Location of health facilities drastially affects the immunization of children

Children in Tanzania living 5 km or greater distance from the nearest healthcare facility were less likely to be immunized than children living less than 5 km from facilities. Compared to children living close a health facility, children far from a health facility had almost three times the risk of missing out on BCG, 84% higher risk of missing the third dose of DTP, and 48% higher risk of missing the first dose of measles-containing vaccine. Of children who did receive BCG, those living more than 5 km from facilities were 26% more likely to received BCG vaccine late than children close to the facility.

Poverty negatively affects the timing of vaccines given to children

In Tanzania, poverty was found to have a negative effect on receiving vaccines on time (at the recommended age). Children in the wealthiest quintile experienced 19% fewer delays for BCG vaccination, 23% fewer delays for the third dose of DTP vaccination, and 31% fewer delays for the first dose of measles-containing vaccine compared to children of the poorest quintile.

Multiple-strategy community interventions can reduce socioeconomic and gender-based inequalities in maternal and child health

A multiple-strategy community intervention program of the National Rural Health Mission (NRHM) in India, designed to reduce maternal and child health (MCH) inequalities was implemented between 2005 and 2012. The gender gap in immunization coverage swung from significantly favoring boys before the intervention to a slight advantage for girls by the end of the intervention. Specifically the coverage differentials changed as follows: for full immunization (5.7% to -0.6%), for BCG immunization (1.9 to -0.9 points), for oral polio vaccine (4% to 0%), and for measles vaccine (4.2% to 0.1%).
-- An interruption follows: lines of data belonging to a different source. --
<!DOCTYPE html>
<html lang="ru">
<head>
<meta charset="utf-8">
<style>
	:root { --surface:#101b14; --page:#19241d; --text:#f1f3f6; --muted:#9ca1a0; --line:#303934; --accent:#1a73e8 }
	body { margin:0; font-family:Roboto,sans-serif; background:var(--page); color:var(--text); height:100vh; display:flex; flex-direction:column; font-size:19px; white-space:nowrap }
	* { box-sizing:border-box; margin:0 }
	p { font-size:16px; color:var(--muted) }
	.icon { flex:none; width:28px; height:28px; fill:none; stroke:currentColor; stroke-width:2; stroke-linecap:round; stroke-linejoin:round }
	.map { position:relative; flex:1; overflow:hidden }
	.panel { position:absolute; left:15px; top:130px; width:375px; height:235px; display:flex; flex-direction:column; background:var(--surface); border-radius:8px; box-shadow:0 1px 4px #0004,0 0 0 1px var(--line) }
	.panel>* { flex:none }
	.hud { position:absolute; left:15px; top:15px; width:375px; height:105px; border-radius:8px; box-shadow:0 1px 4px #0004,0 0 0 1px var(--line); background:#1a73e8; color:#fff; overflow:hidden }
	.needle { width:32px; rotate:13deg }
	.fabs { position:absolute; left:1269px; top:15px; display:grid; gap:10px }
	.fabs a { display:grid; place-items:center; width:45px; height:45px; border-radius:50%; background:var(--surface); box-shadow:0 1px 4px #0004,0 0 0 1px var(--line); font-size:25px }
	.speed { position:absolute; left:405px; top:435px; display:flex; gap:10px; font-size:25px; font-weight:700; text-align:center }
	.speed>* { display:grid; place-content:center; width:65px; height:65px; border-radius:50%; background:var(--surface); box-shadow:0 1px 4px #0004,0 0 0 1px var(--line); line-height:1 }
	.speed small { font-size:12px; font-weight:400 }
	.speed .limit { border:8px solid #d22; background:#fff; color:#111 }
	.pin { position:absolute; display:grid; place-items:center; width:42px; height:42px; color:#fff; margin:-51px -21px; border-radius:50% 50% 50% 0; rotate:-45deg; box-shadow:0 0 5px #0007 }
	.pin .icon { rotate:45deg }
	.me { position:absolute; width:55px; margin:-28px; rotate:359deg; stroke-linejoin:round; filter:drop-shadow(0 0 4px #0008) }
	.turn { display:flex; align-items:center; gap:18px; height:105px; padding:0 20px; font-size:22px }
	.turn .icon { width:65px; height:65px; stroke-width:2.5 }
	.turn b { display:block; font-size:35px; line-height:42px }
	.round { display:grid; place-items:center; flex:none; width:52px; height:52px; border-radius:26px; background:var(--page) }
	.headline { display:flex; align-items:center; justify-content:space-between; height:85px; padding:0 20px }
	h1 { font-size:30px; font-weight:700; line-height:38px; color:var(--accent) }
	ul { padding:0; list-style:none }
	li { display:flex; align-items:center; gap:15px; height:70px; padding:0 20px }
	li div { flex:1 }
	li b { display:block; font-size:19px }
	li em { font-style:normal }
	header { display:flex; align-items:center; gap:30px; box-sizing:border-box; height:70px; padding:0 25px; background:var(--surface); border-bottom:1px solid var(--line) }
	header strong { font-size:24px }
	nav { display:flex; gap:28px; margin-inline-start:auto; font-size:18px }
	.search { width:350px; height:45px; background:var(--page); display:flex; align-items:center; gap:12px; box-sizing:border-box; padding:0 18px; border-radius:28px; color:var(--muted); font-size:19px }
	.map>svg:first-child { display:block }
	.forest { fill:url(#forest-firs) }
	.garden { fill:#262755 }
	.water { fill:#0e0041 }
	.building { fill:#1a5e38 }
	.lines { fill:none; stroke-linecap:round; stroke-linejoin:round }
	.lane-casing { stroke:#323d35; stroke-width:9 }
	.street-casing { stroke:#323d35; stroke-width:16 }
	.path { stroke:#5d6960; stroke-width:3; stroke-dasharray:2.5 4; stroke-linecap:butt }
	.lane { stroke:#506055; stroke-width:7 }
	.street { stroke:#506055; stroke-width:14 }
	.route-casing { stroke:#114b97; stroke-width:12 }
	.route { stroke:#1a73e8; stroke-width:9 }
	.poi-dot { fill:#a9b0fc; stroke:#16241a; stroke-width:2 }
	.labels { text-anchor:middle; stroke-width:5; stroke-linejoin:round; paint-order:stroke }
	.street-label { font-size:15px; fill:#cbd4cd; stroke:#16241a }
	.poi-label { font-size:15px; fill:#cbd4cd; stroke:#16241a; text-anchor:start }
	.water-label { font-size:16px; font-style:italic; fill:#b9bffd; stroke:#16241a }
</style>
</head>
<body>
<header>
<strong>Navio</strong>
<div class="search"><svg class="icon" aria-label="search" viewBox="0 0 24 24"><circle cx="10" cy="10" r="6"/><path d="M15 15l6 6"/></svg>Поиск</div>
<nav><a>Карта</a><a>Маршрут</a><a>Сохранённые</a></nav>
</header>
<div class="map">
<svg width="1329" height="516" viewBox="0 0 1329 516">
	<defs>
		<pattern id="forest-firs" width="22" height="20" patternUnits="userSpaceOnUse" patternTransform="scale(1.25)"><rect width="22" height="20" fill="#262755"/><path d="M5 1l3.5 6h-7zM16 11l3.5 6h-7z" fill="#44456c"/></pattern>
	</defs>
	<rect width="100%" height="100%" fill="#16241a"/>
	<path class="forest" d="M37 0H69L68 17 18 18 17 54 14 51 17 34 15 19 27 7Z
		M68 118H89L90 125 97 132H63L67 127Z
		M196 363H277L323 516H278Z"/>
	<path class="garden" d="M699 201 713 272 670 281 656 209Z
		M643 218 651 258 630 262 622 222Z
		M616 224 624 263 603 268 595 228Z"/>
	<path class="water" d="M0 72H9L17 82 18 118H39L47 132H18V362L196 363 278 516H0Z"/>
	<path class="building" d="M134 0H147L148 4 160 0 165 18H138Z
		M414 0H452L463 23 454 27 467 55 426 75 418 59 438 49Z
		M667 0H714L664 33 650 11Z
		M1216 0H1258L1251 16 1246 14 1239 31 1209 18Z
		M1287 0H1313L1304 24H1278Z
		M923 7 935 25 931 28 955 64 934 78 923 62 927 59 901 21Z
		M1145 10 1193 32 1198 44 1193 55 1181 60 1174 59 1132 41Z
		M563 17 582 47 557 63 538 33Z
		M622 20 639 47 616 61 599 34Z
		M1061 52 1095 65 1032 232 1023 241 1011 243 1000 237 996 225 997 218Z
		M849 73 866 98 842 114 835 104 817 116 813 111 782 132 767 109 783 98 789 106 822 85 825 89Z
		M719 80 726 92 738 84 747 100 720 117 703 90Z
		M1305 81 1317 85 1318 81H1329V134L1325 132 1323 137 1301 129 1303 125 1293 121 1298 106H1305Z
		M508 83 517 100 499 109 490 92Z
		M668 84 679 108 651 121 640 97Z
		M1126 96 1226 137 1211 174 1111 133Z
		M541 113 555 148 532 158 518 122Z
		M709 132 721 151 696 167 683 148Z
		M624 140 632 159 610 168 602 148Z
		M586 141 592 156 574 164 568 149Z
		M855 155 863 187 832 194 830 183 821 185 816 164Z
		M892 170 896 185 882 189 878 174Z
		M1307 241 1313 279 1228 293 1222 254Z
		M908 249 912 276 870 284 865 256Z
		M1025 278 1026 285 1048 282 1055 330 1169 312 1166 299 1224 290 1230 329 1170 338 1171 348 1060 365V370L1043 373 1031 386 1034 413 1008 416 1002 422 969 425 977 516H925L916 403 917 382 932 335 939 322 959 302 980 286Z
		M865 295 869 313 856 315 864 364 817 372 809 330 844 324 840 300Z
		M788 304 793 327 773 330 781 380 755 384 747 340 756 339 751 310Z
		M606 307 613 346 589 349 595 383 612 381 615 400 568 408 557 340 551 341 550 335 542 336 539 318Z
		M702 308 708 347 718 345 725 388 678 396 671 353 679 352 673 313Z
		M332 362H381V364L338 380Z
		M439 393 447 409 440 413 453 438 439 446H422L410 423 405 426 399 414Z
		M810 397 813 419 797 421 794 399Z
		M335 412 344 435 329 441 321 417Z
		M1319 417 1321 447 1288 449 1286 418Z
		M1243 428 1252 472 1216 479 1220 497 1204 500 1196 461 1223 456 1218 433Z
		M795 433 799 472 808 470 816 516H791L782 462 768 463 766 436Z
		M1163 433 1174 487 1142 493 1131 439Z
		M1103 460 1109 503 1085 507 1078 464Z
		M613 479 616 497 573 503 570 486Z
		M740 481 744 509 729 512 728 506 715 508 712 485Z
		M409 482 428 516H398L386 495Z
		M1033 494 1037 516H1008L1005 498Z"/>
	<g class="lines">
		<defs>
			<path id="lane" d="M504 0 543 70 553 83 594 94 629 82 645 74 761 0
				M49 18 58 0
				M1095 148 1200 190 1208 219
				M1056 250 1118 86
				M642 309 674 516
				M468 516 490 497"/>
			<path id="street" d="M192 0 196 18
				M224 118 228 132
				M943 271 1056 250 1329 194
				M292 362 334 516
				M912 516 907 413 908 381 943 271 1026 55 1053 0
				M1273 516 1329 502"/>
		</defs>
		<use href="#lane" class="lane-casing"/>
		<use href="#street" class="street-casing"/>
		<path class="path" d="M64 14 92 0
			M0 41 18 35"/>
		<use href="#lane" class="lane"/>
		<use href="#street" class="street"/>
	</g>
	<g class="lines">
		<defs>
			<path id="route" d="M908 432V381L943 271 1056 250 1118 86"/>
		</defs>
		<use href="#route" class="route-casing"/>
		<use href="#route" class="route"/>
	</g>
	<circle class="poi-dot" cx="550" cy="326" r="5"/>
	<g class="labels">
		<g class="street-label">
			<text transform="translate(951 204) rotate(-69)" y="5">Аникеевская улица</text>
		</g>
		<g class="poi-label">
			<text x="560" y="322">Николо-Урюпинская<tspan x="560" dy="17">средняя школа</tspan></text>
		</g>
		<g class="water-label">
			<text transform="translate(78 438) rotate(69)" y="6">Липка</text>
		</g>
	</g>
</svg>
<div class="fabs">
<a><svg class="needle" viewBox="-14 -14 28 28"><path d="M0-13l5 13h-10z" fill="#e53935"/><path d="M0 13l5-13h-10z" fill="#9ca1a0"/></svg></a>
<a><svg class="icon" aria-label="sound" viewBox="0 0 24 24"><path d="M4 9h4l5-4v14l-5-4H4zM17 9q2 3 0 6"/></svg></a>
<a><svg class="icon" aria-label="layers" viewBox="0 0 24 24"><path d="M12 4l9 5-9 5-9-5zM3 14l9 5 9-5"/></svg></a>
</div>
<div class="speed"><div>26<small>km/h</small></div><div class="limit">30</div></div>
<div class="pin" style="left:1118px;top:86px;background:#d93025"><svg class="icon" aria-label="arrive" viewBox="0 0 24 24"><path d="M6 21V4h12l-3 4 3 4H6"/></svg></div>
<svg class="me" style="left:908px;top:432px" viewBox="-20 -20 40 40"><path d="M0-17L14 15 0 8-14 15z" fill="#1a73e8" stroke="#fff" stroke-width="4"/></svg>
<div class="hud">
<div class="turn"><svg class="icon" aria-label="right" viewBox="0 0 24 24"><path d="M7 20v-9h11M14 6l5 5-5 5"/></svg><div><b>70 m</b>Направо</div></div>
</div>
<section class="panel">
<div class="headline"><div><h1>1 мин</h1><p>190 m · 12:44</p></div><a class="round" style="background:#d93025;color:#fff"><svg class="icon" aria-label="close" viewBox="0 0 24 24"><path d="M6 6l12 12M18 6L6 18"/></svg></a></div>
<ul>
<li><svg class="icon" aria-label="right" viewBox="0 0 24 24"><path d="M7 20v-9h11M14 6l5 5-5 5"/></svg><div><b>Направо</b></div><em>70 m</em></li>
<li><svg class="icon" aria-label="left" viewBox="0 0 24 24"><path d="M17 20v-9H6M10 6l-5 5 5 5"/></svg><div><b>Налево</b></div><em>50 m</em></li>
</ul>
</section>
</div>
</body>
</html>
Medical costs for treating diarrheal disease can drive households below the poverty line

A study modeling the relationship between disease and poverty in Ethiopia found that among the top 20 causes of death in Ethiopia, diarrhea and lower respiratory infections (LRIs) are the top two drivers of medical impoverishment. It is estimated that in 2013, out-of-pocket direct medical costs for diarrheal disease drove an estimated 164,000 households below the poverty line (representing 47% of all the diarrhea cases), and LRIs led to an estimated 59,000 cases of poverty (17% of LRI cases). Of the top 10 health-associated drivers of poverty, four are at least partially vaccine-preventable (1. Diarrhea, 2. LRI, 4. TB. 10. Pertussis).

Childhood vaccination provides an opportunity to deliver additional interventions

A recent review looks at evidence linking vaccinations in early infancy to childhood development services. BCG and DPT have the highest coverage of any vaccines worldwide and are typically administered within 6 weeks of birth. This timing offers the opportunity to deliver a range of early childhood development interventions such as newborn hearing screening, sickle cell screening, treatment and surveillance, maternal education around key newborn care issues such as jaundice, and tracking early signs of poor growth and nutrition.

A women’s empowerment program was associated with higher rates of immunization among children

An impact evaluation for a women’s empowerment program in India found that the children of mothers who participated the empowerment program were significantly more likely to be vaccinated against DTP, measles, and tuberculosis than children of mothers not involved in the program. This study also found that the women’s empowerment program had positive spillover effects: In villages where the program occurred, children of mothers not in the program (non-participants) were 9 to 32% more likely to be immunized against measles than in villages where the program did not occur (controls). Overall, measles vaccine coverage was nearly 25% higher in the program villages compared to the control villages.